The arguments in 2009 before the Fourth Circuit will sound familiar to anyone who has followed the Supreme Court’s current cases. “Nemet argued that we had edited and categorized complaints from its customers, thereby making our reviews ‘content creation,’ as opposed to a simple conduit where consumers could vent,” Hood said.

Meanwhile, ConsumerAffairs cited Section 230 as its defense, noting the law said Internet sites could not be held liable for what third parties posted. The 1996 law was about to get its first legal challenge.

The justices ruled in favor of ConsumerAffairs, saying the car dealer hadn’t made any “cognizable argument” that the ConsumerAffairs practice of contacting a reviewer to ask a question amounted to content “creation.” (It’s still our practice to contact customers to ask them questions about a company.)

“Assuming it to be true that contacted the consumers to ask some unknown question,” the justices wrote, “this bare allegation proves nothing as to Nemet's claim is an information content provider.”

The legal win, Hood recalled, helped entrench Section 230 as “settled law.” It also immunized ConsumerAffairs and presumably other sites fueled by user content against future nuisance suits.
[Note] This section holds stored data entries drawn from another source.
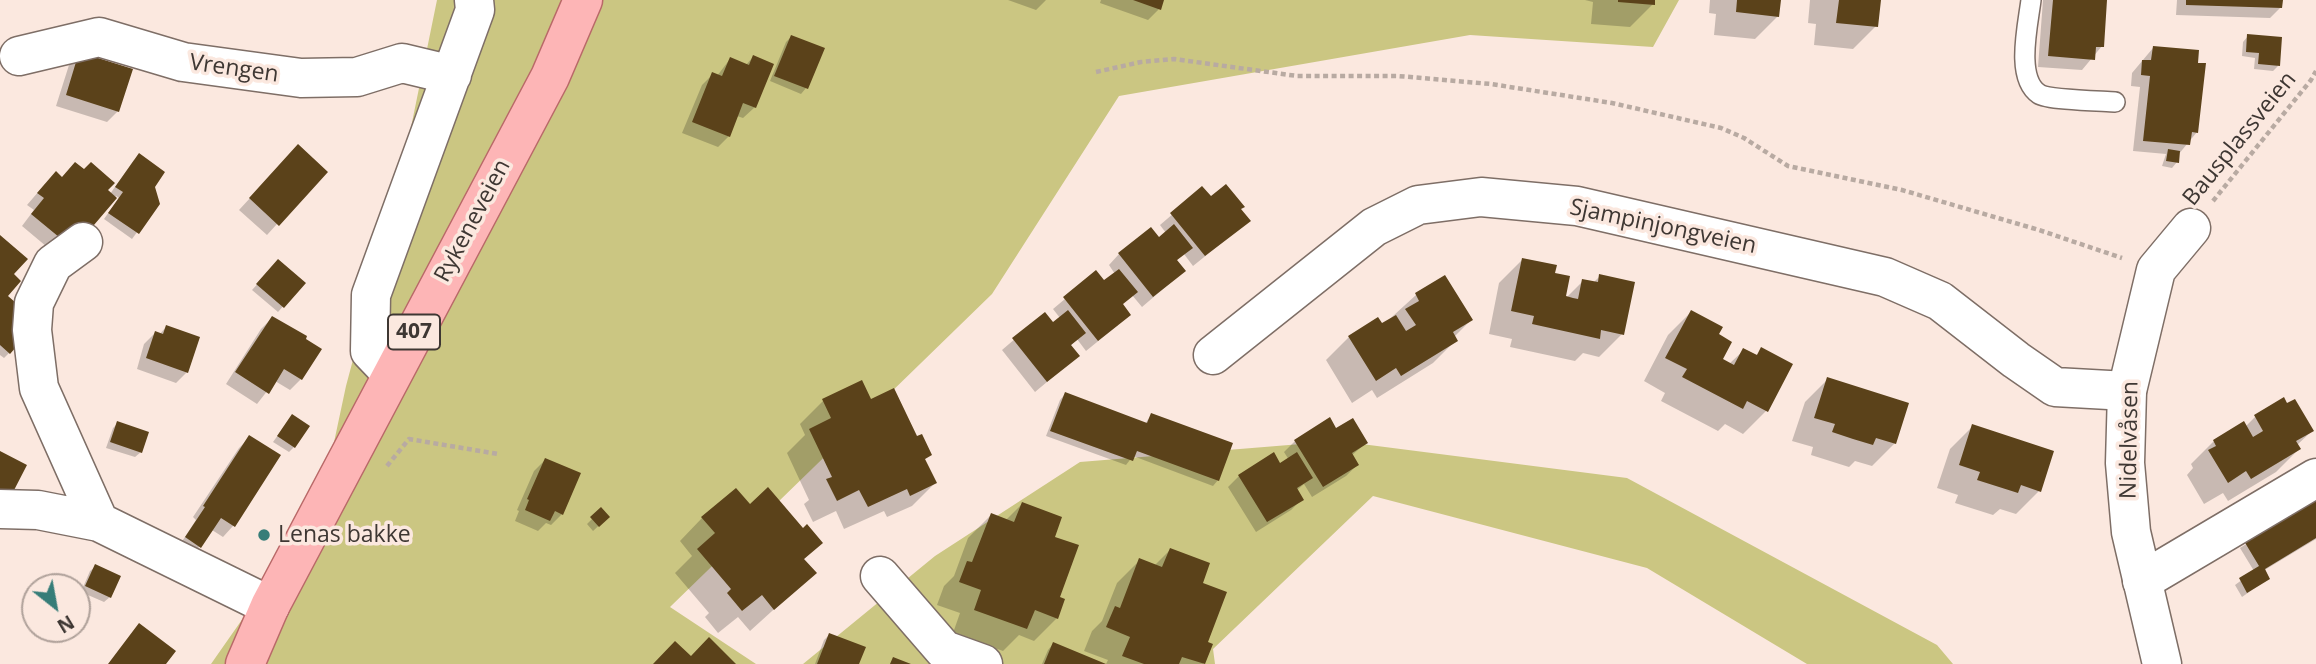 <!DOCTYPE html>
<html>
<head>
<meta charset="utf-8">
<style>
	body { margin:0 }
	#map { position:relative; width:2316px; height:664px; overflow:hidden; background:#fbe8df; font-family:"Open Sans",sans-serif }
	canvas { display:block }
	.north { position:absolute; left:21px; top:573px; width:70px; height:70px; box-sizing:border-box; background:#fbe8df; border:2px solid #afa19a; border-radius:50%; rotate:149deg; font-size:19px; font-weight:700; line-height:28px; text-align:center; color:#3e3733 }
	.north::after { content:''; display:block; margin:auto; width:24px; height:32px; background:#367d78; clip-path:polygon(50% 0,100% 100%,50% 72%,0 100%) }
</style>
</head>
<body>
<div id="map">
<canvas width="2316" height="664"></canvas>
<div class="north">N</div>
</div>
<script>
const context = document.querySelector('canvas').getContext('2d');
context.lineJoin = 'round';
function fill(path, color) {
  context.fillStyle = color;
  context.fill(path, 'evenodd');
}
function trace(path, color, width, dash) {
  context.strokeStyle = color;
  context.lineWidth = width;
  context.lineCap = dash ? 'butt' : 'round';
  context.setLineDash(dash || []);
  context.stroke(path);
}
function write(font, color, halo, rows, align = 'center') {
  context.font = font + ' "Open Sans",sans-serif';
  context.lineWidth = 7;
  context.setLineDash([]);
  context.textBaseline = 'middle';
  context.strokeStyle = halo;
  context.fillStyle = color;
  for (const [text, x, y, turn = 0] of rows) {
    context.save();
    context.translate(x, y);
    context.rotate((+turn || 0) * Math.PI / 180);
    context.textAlign = isNaN(turn) ? turn : align;
    if (halo) context.strokeText(text, 0, 0);
    context.fillText(text, 0, 0);
    context.restore();
  }
}
const green = new Path2D(`
	M437 0H1679L1653 47 1470 35 1119 96 992 294 670 607 756 664H211L320 508 346 386 398 191Z
	M1338 441 1627 478 1937 645 1953 664H1807L1647 568 1373 496 1213 649 1215 664H803L935 556 1080 462Z`);
const shadow = new Path2D(`
	M1008 0H1046L1036 10Z
	M1101 0H1163L1159 9 1148 20 1100 3Z
	M1585 0H1654L1653 4 1630 27 1591 24 1593 2Z
	M1710 0H1779L1778 16 1755 39 1714 35 1716 14 1709 13Z
	M1810 0H1879L1876 26 1853 49 1814 45 1816 24 1808 23Z
	M2043 0H2106L2102 46 2082 70 2038 67Z
	M2177 0H2281V7L2270 18 2176 15Z
	M2248 36 2278 66 2273 71 2254 69 2255 58 2242 56 2243 42Z
	M791 37 822 49 806 88 801 94 770 81 786 42Z
	M2153 48 2197 132 2178 155 2177 162 2172 168 2162 166 2166 154 2133 151 2140 87 2131 86 2132 73Z
	M80 54 118 111 107 122 56 106 69 65Z
	M753 57 755 107 743 118 737 116 729 136 718 147 682 133 702 85 713 74 717 76 730 59 746 65Z
	M287 158 277 224 267 235 239 210Z
	M134 160 153 187 158 204 132 239 104 219 119 198 116 196 87 231 53 252 22 226 34 210 27 205 45 184 62 178 106 190 110 194Z
	M1202 189 1210 199 1239 209 1249 221 1193 266 1184 254 1176 261 1184 271 1142 307 1132 295 1121 305 1118 325 1086 351 1077 339 1070 346 1078 356 1035 392 1002 350 1044 314 1053 324 1060 318 1053 309 1096 273 1104 283 1115 274 1109 265 1119 254 1158 239 1166 233 1160 225Z
	M0 237 11 274 1 301 9 353 4 358 0 355Z
	M1522 260 1553 274 1564 300 1583 281 1593 283 1600 276 1622 334 1599 357 1583 353 1575 361 1510 347 1512 339 1489 334 1499 283Z
	M273 267 303 284 278 312 252 290Z
	M1444 277 1471 320 1454 337 1456 340 1433 363 1377 398 1372 390 1352 403 1326 360 1349 337 1378 319 1382 326 1416 295Z
	M1691 312 1716 335 1721 360 1729 364 1744 350 1755 356 1762 350 1766 411 1743 434 1725 424 1718 431 1661 401 1665 393 1644 381 1668 335Z
	M272 318 301 379 290 390 275 381 257 404 226 384 261 329Z
	M166 327 187 372 176 383 137 369 144 344 155 333 159 335Z
	M1828 379 1895 443 1872 466 1855 461 1849 467 1811 455 1813 447 1792 441 1805 402Z
	M861 383 870 401 916 438 930 455 924 460 935 483 912 506 887 517 884 511 844 529 836 511 813 522 804 504 809 500 787 453 805 435 800 424 823 401Z
	M1065 394 1145 424 1151 415 1218 480 1213 486 1133 456 1126 465 1046 436 1060 400Z
	M292 416 294 447 289 452 273 442Z
	M2255 417 2312 431 2297 445 2299 449 2276 472 2228 501 2223 493 2204 504 2187 475 2193 468 2191 464 2214 441 2245 427Z
	M118 423 141 452 135 457 106 448 113 428Z
	M1973 426 2039 491 2016 514 2000 509 1993 515 1955 503 1958 495 1937 488 1950 449Z
	M1335 430 1366 443 1351 456 1357 465 1346 476 1312 497 1304 484 1296 491 1302 499 1291 510 1256 532 1228 487 1239 476 1280 465 1289 460 1284 452 1295 441Z
	M250 437 233 526 223 537 212 530 195 552 181 543 196 520 193 517 239 448Z
	M545 460 562 514 551 525 546 523 538 531 515 521 519 511 517 510 534 471Z
	M2316 500V539L2263 571 2268 579 2242 597 2235 585 2254 571 2240 548Z
	M1022 504 1058 598 1057 618 1034 641 1019 635 1003 651 953 633 960 613 937 605 944 586 954 576 968 538 991 515 1006 520Z
	M749 506 803 530 821 543 803 560 814 573 750 631 738 617 718 633 705 617 709 613 675 573 692 556 680 541 702 518Z
	M601 510 608 517 593 531 587 524Z
	M1170 550 1200 584 1206 643 1211 645 1203 664H1106L1108 660 1084 651 1092 631 1102 621 1117 583 1140 560 1154 566Z
	M96 566 110 597 104 602 81 592 90 571Z
	M829 635 857 664H815L824 640Z
	M1053 644 1102 664H1042L1048 650Z`);
const building = new Path2D(`
	M1133 0H1164L1161 10Z
	M1618 0H1655V5L1618 2Z
	M1737 0H1781L1779 17 1736 12Z
	M1839 0H1881L1878 27 1836 23Z
	M2053 0H2107L2104 47H2096L2095 60 2048 56Z
	M2186 0H2283L2282 8 2186 5Z
	M2247 34 2282 37 2280 66 2258 64 2259 53 2246 52Z
	M791 35 825 48 808 89 774 76Z
	M2153 46 2199 50 2198 63H2206L2198 133 2192 132 2190 145 2143 141 2150 76 2141 75 2142 60H2151Z
	M79 52 133 69 119 112 66 95Z
	M753 55 774 64 756 108 743 103 730 137 692 122 712 72 722 76 730 57 749 65Z
	M298 144 328 172 279 226 249 198Z
	M2168 149 2180 151 2179 163 2166 161Z
	M139 153 165 172 155 187 160 204 139 234 108 213 123 192 115 187Z
	M75 162 84 169 91 162 115 183 108 190 117 198 88 232 65 242 31 214 44 198 37 193 56 171 62 177Z
	M1226 184 1245 207 1241 209 1251 221 1205 256 1170 213 1202 186 1211 196Z
	M1174 224 1193 248 1177 260 1186 271 1153 297 1118 253 1151 227 1159 237Z
	M0 235 28 259 14 274 21 281 8 296 31 316 29 332 10 354 0 345Z
	M1522 258 1557 265 1555 273 1570 276 1566 296 1573 298 1578 299 1582 279 1598 282 1599 274 1635 282 1624 335 1601 330 1600 339 1532 324 1534 316 1511 311Z
	M278 259 306 283 284 308 256 284Z
	M1119 269 1138 292 1123 304 1131 315 1098 341 1063 297 1096 270 1104 280Z
	M1445 275 1473 320 1453 332 1458 341 1401 376 1396 368 1376 381 1348 336 1378 317 1382 323 1396 315 1406 331 1416 325 1405 309 1419 301 1415 293Z
	M1068 310 1086 333 1071 345 1080 356 1047 382 1012 338 1045 312 1053 322Z
	M1691 310 1723 327 1719 334 1732 342 1723 359 1734 365 1743 348 1757 355 1761 347 1793 364 1768 412 1747 401 1743 409 1682 377 1687 369 1665 358Z
	M272 316 307 336 306 339 322 349 302 380 284 369 269 394 235 372Z
	M166 325 200 337 188 373 146 358 155 331 163 334Z
	M1827 377 1909 403 1896 444 1876 438 1873 445 1853 439 1832 432 1835 424 1814 418Z
	M862 380 871 399 894 388 917 436 922 434 932 455 925 459 937 483 910 496 907 489 868 507 859 490 837 501 826 479 832 477 809 429 831 418 822 399Z
	M1065 392 1147 423 1151 413 1233 443 1219 481 1137 451 1133 461 1050 431Z
	M2284 397 2287 403 2295 399 2314 431 2296 441 2301 449 2251 479 2246 471 2228 483 2208 450 2216 446 2213 440 2244 421 2253 437 2263 431 2254 415Z
	M292 414 310 426 295 448 277 436Z
	M1330 417 1336 428 1353 418 1368 443 1352 453 1359 465 1323 487 1294 440Z
	M117 421 149 432 142 453 110 442Z
	M1972 424 2054 451 2041 492 2021 485 2018 493 1977 480 1980 472 1959 465Z
	M249 435 281 455 235 527 221 518 201 548 185 537 205 507 203 506Z
	M0 451 27 465 11 496 0 490Z
	M1274 452 1280 463 1297 452 1313 478 1297 488 1304 500 1267 522 1238 475Z
	M545 458 581 473 563 515 555 511 550 521 525 510 529 500 527 499Z
	M768 487 803 528 807 524 823 543 804 559 817 573 774 610 762 595 742 611 727 593 731 589 697 549 715 533 701 517 736 488 750 504Z
	M2316 498V538L2265 569 2270 579 2247 593 2239 578 2259 566 2244 541Z
	M1022 502 1062 517 1055 537 1079 545 1060 597 1065 599 1058 619 1035 610 1027 629 974 610 981 590 959 582 967 561 972 562 991 513 1014 522Z
	M601 507 610 517 599 527 590 517Z
	M1170 548 1210 563 1203 583 1227 592 1208 642 1213 644 1205 664 1182 657 1179 664H1144L1122 656 1130 637 1106 627 1115 606 1120 608 1139 558 1162 567Z
	M95 564 121 576 111 598 85 586Z
	M139 623 176 651 166 664H108Z
	M829 633 866 647 859 664H817Z
	M709 637 736 664H653L675 641 691 656Z
	M1053 642 1106 664H1044Z
	M893 657 911 664H890Z`);
const path = new Path2D(`
	M1096 72 1141 62 1174 59 1297 76H1398L1491 84 1612 103 1721 128 1744 138 1788 166 1902 190 2039 230 2122 258
	M2213 201 2311 80 2316 71
	M387 466 409 439 498 454`);
const lane = new Path2D(`
	M2031 0C2028 25 2015 78 2039 94 2048 100 2101 101 2115 102`);
const street = new Path2D(`
	M19 56 99 37 183 62 301 78 357 77 402 63 452 75
	M83 242 53 264 34 303 32 330 39 388 99 522 270 606
	M1213 355 1374 227 1418 205 1481 197 1577 206 1885 277 1940 301 2016 360 2055 387 2127 391
	M391 373 370 351 371 295 475 10 474 0
	M0 509 38 510 99 522
	M880 576 944 650 983 664
	M2142 581 2316 478`);
const secondary = new Path2D(`
	M2162 664 2131 532 2125 463 2127 391 2156 270 2191 228`);
const primary = new Path2D(`
	M245 664 270 606 550 77 583 0`);
const markers = [
	[264,535,7,"#367d78"]
];
const shields = [
	[414,332,52]
];
const shieldNames = [
	["407",414,332]
];
const streetNames = [
	["Vrengen",234,69,8],
	["Bausplassveien",2240,139,-51],
	["Rykeneveien",473,221,-62],
	["Sjampinjongveien",1663,227,12],
	["Nidelvåsen",2130,440,-89]
];
const poiNames = [
	["Lenas bakke",278,535]
];
fill(green, '#cbc682');
fill(shadow, '#0003');
fill(building, '#5b421a');
trace(lane, '#7e6e66', 22);
trace(street, '#7e6e66', 41);
trace(secondary, '#7e6e66', 41);
trace(primary, '#b96968', 41);
trace(path, '#b8aaa2', 4.5, [5, 3.5]);
trace(lane, '#fff', 19);
trace(street, '#fff', 38);
trace(secondary, '#fff', 38);
trace(primary, '#fdb5b6', 38);
for (const [x, y, r, color] of markers) {
  const dot = new Path2D();
  dot.arc(x, y, r, 0, 2 * Math.PI);
  context.fillStyle = color;
  context.fill(dot);
  trace(dot, '#fbe8df', 2.5);
}
for (const [x, y, w] of shields) {
  const box = new Path2D();
  box.roundRect(x - w / 2, y - 17.5, w, 35, 5);
  context.fillStyle = '#fbe8df';
  context.fill(box);
  trace(box, '#3e3733', 2);
}
write('bold 21px', '#3e3733', null, shieldNames);
write('23px', '#3e3733', '#fbe8df', streetNames);
write('23px', '#3e3733', '#fbe8df', poiNames, 'left');
</script>
</body>
</html>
 “When angry businesses pressed their lawyers to sue us, the attorneys would do a quick look and advise that suing ConsumerAffairs was a losing proposition. We had the law on our side,” Hood said.

Then and now

Hood sold the company to current CEO Zac Carman in 2010 but remained as editor–in–chief until he retired in 2017, as the digital world rapidly changed. Social media became embroiled in controversy over which posts it would allow but didn’t have to fear defamation lawsuits.

Corporations went from being largely indifferent about the “consumer experience” to blasting out customer service surveys after any and every transaction.

That brings us to the cases currently before the Supreme Court, which Hood says have an Alice in Wonderland quality about them.

New state laws in Texas and Florida want to reverse the now-established precedent on the grounds that content moderation can equal censorship. The new laws permit the government or lawsuits to force sites to carry content they don’t want to. 

Are those laws constitutional? That is what the U.S. Supreme Court is considering. 

Hood believes the framers would frown at the new laws as government censorship, only in reverse. While Americans have the right to free speech, he said, they don’t have the right of access to a site owned by a private company.

“The framers left no doubt that publishers should be free to publish without interference from the government, leaving it up to the citizenry to read all sides and make their own decisions,” Hood said.